As the American Society of Plastic Surgeons gathered its final tallies for the 2008 business year, expectations were relatively low, considering the faltering economy in the second half of the year. However, at least one statistic revealed a rather startling increase from years past: the number of racial and ethnic minorities undergoing cosmetic procedures.
Contrasting with a 2% drop in plastic cosmetic procedures among Caucasian Amercians, the rates among minority groups jumped 11% in 2008, including an enormous 18% growth among Hispanics. It’s all part of a trend that’s been developing for several years now, as plastic surgeons’ clientele more closely begin to mirror the American population.
Hispanics, the country’s largest minority group, accounted for well over 10% of the roughly 12 million cosmetic procedures performed in American clinics in 2008. All told, more than 1.3 million Latinos underwent treatment. Meanwhile, African Americans represented 8% of the total procedures performed, with 910,000 (an astounding 10% increase over 2007) in all. The number of Asians getting cosmetic surgery increased considerably, as well, to over 860,000; a 5% increase from the previous year.
When it came to race and ethnicity, plastic surgery used to be considered an industry somewhat exclusive to people of white, European descent. These recent trends, while certainly partly a result of America’s continued influx of minorities, speaks to a larger cultural shift, as the stigma of minority plastic surgery procedure is slowly lifted.
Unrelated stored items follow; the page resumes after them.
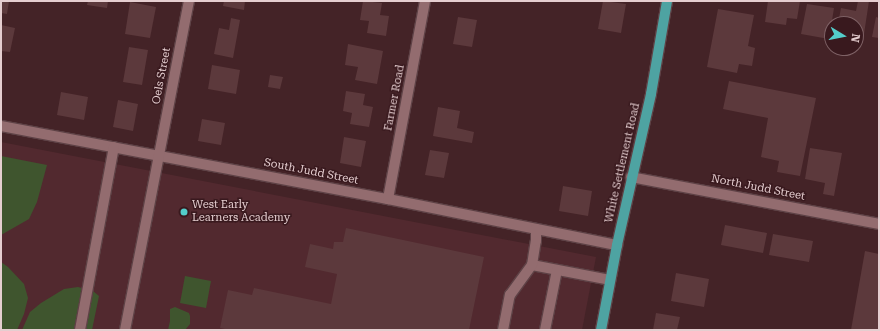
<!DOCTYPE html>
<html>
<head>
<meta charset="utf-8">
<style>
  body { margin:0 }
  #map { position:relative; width:880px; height:331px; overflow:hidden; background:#442327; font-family:"Roboto Serif",serif }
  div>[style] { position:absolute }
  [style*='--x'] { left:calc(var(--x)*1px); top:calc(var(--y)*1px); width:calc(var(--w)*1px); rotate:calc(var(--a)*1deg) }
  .built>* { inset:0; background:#52292f }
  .green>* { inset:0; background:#3f552e }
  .building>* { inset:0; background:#5c393c }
  .roads { filter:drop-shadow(1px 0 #5e4246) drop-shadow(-1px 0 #5e4246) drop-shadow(0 1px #5e4246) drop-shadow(0 -1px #5e4246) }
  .minor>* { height:10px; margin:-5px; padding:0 5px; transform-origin:5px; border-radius:5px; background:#936c6f }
  .major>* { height:10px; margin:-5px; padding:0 5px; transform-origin:5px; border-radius:5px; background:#4ea3a2 }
  .dots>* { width:11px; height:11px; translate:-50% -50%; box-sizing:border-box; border:2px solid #39191e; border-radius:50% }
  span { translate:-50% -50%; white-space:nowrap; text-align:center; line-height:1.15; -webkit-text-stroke:3px #39191e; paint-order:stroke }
  .street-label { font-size:11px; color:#e5ced0 }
  .poi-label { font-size:11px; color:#e5ced0 }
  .left { translate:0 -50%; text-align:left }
  .frame { position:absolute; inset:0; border:2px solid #e5ced0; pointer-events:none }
  .north { position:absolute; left:824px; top:16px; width:40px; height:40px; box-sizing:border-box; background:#39191e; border:1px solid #7e6165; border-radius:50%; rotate:100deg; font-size:11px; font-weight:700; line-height:16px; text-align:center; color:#e5ced0 }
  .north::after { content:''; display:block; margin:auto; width:14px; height:18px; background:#53cdca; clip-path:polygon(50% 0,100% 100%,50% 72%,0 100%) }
</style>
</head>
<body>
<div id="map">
  <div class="built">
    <div style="clip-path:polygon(1px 142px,596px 257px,582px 330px,1px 330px)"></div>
  </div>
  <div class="green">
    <div style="clip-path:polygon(1px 156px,47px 165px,37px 202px,29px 219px,1px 235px)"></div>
    <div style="clip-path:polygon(1px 262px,8px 267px,24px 284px,28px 298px,24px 314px,17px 330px,1px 330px)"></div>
    <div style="clip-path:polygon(185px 276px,211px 281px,206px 308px,180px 303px)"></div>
    <div style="clip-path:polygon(78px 287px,93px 291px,99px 296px,92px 330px,22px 330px,30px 312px,41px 303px,64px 289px)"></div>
    <div style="clip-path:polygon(175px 307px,189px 313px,190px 316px,190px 324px,185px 330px,168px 330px,170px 321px,170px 309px)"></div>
  </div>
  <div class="building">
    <div style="clip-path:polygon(1px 1px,9px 1px,7px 14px,1px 13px)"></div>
    <div style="clip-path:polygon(88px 1px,108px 1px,107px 8px,87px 5px)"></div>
    <div style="clip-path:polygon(224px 1px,245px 1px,244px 10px,223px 6px)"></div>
    <div style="clip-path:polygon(363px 1px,382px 3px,380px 15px,389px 16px,386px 36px,367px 33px,369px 21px,360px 20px)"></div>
    <div style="clip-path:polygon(603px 1px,626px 4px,621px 33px,598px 29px)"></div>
    <div style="clip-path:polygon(768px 1px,800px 1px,797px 19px,787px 18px,786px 25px,765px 22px)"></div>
    <div style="clip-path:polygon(858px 1px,869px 1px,864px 34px,856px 32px,856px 24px,838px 24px,841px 8px,856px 11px)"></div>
    <div style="clip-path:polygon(130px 2px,156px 7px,150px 38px,125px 34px)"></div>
    <div style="clip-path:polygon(807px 4px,834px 8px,829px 39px,801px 34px)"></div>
    <div style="clip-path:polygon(718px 9px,754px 15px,748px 46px,755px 48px,752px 66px,739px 64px,737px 73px,707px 67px)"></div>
    <div style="clip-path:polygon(458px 17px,477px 20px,472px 47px,453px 44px)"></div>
    <div style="clip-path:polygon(876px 17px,879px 18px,879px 38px,872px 37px)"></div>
    <div style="clip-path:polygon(231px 18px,240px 20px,233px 58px,214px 54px,219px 28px,229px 30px)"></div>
    <div style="clip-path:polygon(1px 25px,15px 28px,10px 52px,1px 51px)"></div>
    <div style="clip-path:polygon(348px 44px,383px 51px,377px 84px,355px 80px,358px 67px,345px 65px)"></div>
    <div style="clip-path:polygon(129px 47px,148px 50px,142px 85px,123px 82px)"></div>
    <div style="clip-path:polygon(212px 65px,240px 70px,236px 94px,208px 89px)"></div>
    <div style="clip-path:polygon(270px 75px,283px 77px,280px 89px,268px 87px)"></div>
    <div style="clip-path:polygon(729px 81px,816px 98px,800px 176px,777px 172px,779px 161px,761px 157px,768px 118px,723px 109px)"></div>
    <div style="clip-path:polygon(346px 91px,365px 94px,363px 105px,373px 107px,369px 127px,350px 124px,352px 113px,343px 111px)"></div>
    <div style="clip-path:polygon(61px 92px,88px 97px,84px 120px,57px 115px)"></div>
    <div style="clip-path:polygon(118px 100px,138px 104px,133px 131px,113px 127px)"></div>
    <div style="clip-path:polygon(438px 107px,460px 111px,457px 128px,474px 132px,472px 143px,433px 136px)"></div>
    <div style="clip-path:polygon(202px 119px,225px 123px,221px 145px,198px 141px)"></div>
    <div style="clip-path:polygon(344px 137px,366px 141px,361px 167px,340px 163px)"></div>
    <div style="clip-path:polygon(810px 148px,842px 153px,834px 196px,823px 194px,825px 183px,805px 179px)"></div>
    <div style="clip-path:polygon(430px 150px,449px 153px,444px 178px,425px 175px)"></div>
    <div style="clip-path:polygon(563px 186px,592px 191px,588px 216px,559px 211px)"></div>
    <div style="clip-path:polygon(725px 225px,767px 233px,763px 253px,721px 245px)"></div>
    <div style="clip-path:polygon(346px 228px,484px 257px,469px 330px,230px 330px,220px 328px,228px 290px,252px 295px,254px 288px,331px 304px,337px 274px,305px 267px,310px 244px,333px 249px,334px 242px,343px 242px)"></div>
    <div style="clip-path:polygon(773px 234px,813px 241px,809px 262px,769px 255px)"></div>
    <div style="clip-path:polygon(865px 251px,879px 254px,879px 330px,851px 330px)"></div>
    <div style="clip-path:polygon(676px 273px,709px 279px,704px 307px,671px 301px)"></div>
    <div style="clip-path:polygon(656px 313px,680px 317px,677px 330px,653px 330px)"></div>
  </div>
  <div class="roads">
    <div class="minor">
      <div style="--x:1;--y:126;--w:394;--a:10.7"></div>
      <div style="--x:388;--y:199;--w:234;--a:11.4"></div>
      <div style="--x:631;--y:177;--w:252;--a:10.7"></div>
      <div style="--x:388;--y:199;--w:201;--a:-79.4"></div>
      <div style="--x:532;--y:265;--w:79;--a:10.9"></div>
      <div style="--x:80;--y:330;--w:186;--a:-79.5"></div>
      <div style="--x:125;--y:330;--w:335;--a:-79"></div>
      <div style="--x:503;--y:330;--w:36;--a:-79"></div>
      <div style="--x:510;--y:295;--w:37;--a:-54"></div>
      <div style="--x:532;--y:265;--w:24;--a:-81"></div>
      <div style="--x:536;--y:241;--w:12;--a:-90"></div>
      <div style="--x:545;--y:330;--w:61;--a:-78.7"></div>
    </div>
    <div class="major">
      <div style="--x:601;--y:330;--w:86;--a:-79.3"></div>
      <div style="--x:617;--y:245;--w:155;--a:-77.3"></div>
      <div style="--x:651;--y:94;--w:94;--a:-80.2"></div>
    </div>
  </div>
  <div class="dots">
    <div style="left:184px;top:212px;background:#53cdca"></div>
  </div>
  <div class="street-label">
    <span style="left:162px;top:76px;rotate:-79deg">Oels Street</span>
    <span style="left:395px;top:98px;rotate:-79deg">Farmer Road</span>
    <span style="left:623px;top:163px;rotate:-77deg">White Settlement Road</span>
    <span style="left:311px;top:172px;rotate:11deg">South Judd Street</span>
    <span style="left:758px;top:188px;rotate:11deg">North Judd Street</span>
  </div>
  <div class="poi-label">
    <span class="left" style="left:192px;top:212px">West Early<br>Learners Academy</span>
  </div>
  <div class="frame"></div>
  <div class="north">N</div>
</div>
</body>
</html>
Of the hundreds of thousands of minorities undergoing cosmetic procedures these days, the great majority make it a point not to alter the physical characteristics governed by their race or ethnicity. Whereas plastic surgery was often associated with altering these unique features in the past (particularly certain trends in rhinoplasty and eyelid surgery), new advances have enabled plastic surgeons to help patients enhance their image without sacrificing any of the traits that make them distinct and proud representatives of their racial, ethnic, and cultural heritage. This is showcased in the fact that procedures like breast augmentation, liposuction, tummy tucks, and Botox injections rank among the most popular requests for both Caucasians and minorities alike. The goal is to enhance what is already there, rather than to change the patient into a “less ethnic” version of his or her self.
Will the rapid growth of plastic surgery among minority groups continue in 2009? Only the statistics will tell, but there’s no doubt that the common conception of the American cosmetic surgery patient has changed forever.